The Rhode Island Auditorium

The Rhode Island Auditorium was built in 1925 by a group of investors headed by LaSalle Academy graduate and local textile industrialist, Hubert C. Milot.

In 1924, four Canadian cities comprised the entire National Hockey League. That year, representatives of several American cities responded to NHL overtures to make their case to join the league. New York was the first and then, in the early spring of that year, the 34-year-old Milot was next. He traveled to Montreal to sound out the possibilities of Providence acquiring a franchise. With no established indoor facility, he was rebuked. Upon his return to Providence, Hubert set his sights on creating a showcase for sports that would surpass in size and grandeur any other such venue in New England. And that he did.

The Auditorium opened at 1111 North Main Street on the East Side of Providence on Feb. 18, 1926.

Surprisingly, when the Auditorium made its debut, it was not for a hockey game. Instead, an overflow crowd of 6,000 spectators jammed the new building to enjoy an ice skating show.

The next fall, the Providence Reds joined the Canadian-American Hockey League composed of the Philadelphia Arrows, Quebec Beavers, New Haven Eagles and Boston Bruin Cubs. The team was founded and operated by Judge James E. Dooley, a politically-connected businessman and sports enthusiast who, over his career, was also part owner of the Providence Grays baseball team, the 1928 NHL champion Providence Steamroller, and the famed Narragansett Thoroughbred Race Track on the Pawtucket-East Providence line.

In those early days, Jean Dubuc, a graduate of Notre Dame and former major league baseball pitcher with the Detroit Tigers, served as General Manager of both the Reds and the Auditorium, holding the title of president, as well.

Louis A. R. Pieri, a Brown University graduate, who starred there in baseball, basketball and football, became General Manager of the Auditorium in 1929. Then, in 1938, he and his wife Mildred, daughter Lucille, and son Louis took ownership of both the building and the Reds hockey team.

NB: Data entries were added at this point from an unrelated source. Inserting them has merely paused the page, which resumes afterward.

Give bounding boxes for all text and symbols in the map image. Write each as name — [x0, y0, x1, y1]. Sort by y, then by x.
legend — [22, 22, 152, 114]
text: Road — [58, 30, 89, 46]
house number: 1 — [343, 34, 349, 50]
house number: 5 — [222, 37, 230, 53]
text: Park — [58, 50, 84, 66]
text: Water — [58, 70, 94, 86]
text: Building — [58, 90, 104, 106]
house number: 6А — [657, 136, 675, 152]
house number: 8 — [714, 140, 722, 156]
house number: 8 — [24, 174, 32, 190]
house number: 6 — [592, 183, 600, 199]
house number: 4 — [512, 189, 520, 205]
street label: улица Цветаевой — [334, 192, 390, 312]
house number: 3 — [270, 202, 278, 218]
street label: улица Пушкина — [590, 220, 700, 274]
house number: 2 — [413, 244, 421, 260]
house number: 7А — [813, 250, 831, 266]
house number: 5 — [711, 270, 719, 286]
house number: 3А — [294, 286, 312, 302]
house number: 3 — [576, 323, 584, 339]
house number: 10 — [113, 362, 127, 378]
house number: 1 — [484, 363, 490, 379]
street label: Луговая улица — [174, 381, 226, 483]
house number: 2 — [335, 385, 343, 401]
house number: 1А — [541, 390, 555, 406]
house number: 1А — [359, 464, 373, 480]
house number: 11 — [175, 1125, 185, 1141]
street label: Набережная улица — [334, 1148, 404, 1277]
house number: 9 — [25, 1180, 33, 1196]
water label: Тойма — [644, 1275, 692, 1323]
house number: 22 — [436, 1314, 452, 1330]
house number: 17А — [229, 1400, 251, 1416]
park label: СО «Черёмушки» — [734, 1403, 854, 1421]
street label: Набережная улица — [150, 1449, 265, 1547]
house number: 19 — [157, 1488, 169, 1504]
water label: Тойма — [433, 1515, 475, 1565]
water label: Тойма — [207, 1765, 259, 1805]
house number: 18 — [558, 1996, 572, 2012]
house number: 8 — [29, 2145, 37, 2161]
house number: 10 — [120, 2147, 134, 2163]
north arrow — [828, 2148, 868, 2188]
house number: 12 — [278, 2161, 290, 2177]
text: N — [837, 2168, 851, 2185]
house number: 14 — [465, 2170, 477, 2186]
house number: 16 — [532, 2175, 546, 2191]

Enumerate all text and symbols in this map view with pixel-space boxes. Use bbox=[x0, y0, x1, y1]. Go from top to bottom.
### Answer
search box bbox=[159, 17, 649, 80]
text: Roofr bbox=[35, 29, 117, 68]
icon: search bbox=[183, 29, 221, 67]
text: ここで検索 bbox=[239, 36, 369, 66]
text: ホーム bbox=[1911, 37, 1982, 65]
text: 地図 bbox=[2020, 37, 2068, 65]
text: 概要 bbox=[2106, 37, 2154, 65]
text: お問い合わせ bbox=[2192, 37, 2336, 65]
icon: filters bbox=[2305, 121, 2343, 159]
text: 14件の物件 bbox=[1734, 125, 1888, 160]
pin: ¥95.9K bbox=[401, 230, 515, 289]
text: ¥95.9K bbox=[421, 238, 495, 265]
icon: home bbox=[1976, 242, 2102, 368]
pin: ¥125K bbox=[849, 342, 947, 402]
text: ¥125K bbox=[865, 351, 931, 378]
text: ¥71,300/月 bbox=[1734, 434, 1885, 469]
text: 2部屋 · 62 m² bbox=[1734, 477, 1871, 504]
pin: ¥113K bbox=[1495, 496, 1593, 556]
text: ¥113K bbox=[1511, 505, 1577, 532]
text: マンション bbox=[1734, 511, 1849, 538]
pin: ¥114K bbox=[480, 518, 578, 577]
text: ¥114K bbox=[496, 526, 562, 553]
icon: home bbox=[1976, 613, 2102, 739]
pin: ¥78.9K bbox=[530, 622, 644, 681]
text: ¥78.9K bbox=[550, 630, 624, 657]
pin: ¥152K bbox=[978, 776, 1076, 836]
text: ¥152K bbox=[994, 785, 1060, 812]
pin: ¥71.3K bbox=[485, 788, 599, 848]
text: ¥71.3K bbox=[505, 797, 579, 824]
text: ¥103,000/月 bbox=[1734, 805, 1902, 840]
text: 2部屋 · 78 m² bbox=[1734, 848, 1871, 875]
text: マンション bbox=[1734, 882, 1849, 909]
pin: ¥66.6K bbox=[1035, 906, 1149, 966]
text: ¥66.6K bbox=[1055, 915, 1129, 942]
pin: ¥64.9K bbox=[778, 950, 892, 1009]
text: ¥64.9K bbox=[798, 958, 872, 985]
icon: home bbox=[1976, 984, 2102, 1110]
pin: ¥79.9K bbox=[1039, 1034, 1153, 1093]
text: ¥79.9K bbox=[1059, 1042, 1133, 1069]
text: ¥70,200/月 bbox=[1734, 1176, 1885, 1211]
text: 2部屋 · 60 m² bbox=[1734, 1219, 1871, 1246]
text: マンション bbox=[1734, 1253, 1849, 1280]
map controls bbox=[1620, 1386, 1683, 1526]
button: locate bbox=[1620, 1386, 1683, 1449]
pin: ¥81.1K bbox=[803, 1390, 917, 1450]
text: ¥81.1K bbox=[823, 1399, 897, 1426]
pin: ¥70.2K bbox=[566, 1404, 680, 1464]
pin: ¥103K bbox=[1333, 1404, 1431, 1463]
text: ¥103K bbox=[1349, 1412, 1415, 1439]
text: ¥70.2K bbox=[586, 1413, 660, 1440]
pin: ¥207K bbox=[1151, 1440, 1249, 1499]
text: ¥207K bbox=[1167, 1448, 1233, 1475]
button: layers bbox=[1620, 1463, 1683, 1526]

Pieri later became one of the most important sports figures and entertainment promoters in the United States.

For years, while the big building stood on North Main Street, it was called both the RI Auditorium and the Arena. Photos of the edifice show the name RI Auditorium, backlit by neon lights on the marquee over the main entrance. Yet high above, at the very top of the building’s facade itself, was the word ARENA, painted in big, white capital letters.

One dictionary says this about the word Arena: “An area in a Roman amphitheater used for gladiatorial combats.” Maybe that’s why that grand old Providence sports landmark, plus hundreds of others around the United States, Canada and beyond, began taking on the title of Arena.

Thousands of fans flocked there for entertainment of every description beyond hockey and basketball – ice shows, circuses, rodeos, boxing and wrestling cards, rock concerts, regional exhibitions, and much more. Over time, dating back to its very earliest years in the 1930s, sports pages, television reports, game or event programs would eventually and affectionately come to settle on referring to it simply as the “Auditorium”.

The “Entertainment Palace of Southern New England”, was finally razed in 1989. The site now serves as an employee parking lot for the neighboring Miriam Hospital.